#### DIRECTIONS:
Print each of the entries exactly, leaving nothing out.

### DATA RECORDS ###

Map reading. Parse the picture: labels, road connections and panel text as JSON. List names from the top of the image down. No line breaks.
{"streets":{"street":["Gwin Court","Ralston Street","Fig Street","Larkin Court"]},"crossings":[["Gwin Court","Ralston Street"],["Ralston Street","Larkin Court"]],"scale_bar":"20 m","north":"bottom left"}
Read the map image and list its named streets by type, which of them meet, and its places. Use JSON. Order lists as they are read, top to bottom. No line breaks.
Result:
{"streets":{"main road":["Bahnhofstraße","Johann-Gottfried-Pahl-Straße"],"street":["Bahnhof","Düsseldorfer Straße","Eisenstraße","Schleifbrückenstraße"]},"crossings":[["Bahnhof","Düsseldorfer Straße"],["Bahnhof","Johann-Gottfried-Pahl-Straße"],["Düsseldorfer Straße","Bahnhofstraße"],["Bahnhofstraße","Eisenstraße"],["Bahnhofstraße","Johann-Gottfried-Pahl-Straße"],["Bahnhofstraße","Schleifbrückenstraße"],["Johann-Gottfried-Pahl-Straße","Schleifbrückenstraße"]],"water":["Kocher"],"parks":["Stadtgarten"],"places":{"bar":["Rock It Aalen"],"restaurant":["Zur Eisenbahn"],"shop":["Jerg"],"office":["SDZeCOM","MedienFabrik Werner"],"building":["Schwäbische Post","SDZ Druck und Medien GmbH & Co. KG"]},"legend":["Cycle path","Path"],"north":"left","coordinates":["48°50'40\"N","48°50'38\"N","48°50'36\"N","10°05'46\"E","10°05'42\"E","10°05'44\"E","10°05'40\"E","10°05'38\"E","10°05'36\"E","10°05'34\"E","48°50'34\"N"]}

###

#### SOLUTION:
Map reading. Parse the picture: labels, road connections and panel text as JSON. List names from the top of the image down. No line breaks.
{"streets":{"street":["Gwin Court","Ralston Street","Fig Street","Larkin Court"]},"crossings":[["Gwin Court","Ralston Street"],["Ralston Street","Larkin Court"]],"scale_bar":"20 m","north":"bottom left"}
Read the map image and list its named streets by type, which of them meet, and its places. Use JSON. Order lists as they are read, top to bottom. No line breaks.
Result:
{"streets":{"main road":["Bahnhofstraße","Johann-Gottfried-Pahl-Straße"],"street":["Bahnhof","Düsseldorfer Straße","Eisenstraße","Schleifbrückenstraße"]},"crossings":[["Bahnhof","Düsseldorfer Straße"],["Bahnhof","Johann-Gottfried-Pahl-Straße"],["Düsseldorfer Straße","Bahnhofstraße"],["Bahnhofstraße","Eisenstraße"],["Bahnhofstraße","Johann-Gottfried-Pahl-Straße"],["Bahnhofstraße","Schleifbrückenstraße"],["Johann-Gottfried-Pahl-Straße","Schleifbrückenstraße"]],"water":["Kocher"],"parks":["Stadtgarten"],"places":{"bar":["Rock It Aalen"],"restaurant":["Zur Eisenbahn"],"shop":["Jerg"],"office":["SDZeCOM","MedienFabrik Werner"],"building":["Schwäbische Post","SDZ Druck und Medien GmbH & Co. KG"]},"legend":["Cycle path","Path"],"north":"left","coordinates":["48°50'40\"N","48°50'38\"N","48°50'36\"N","10°05'46\"E","10°05'42\"E","10°05'44\"E","10°05'40\"E","10°05'38\"E","10°05'36\"E","10°05'34\"E","48°50'34\"N"]}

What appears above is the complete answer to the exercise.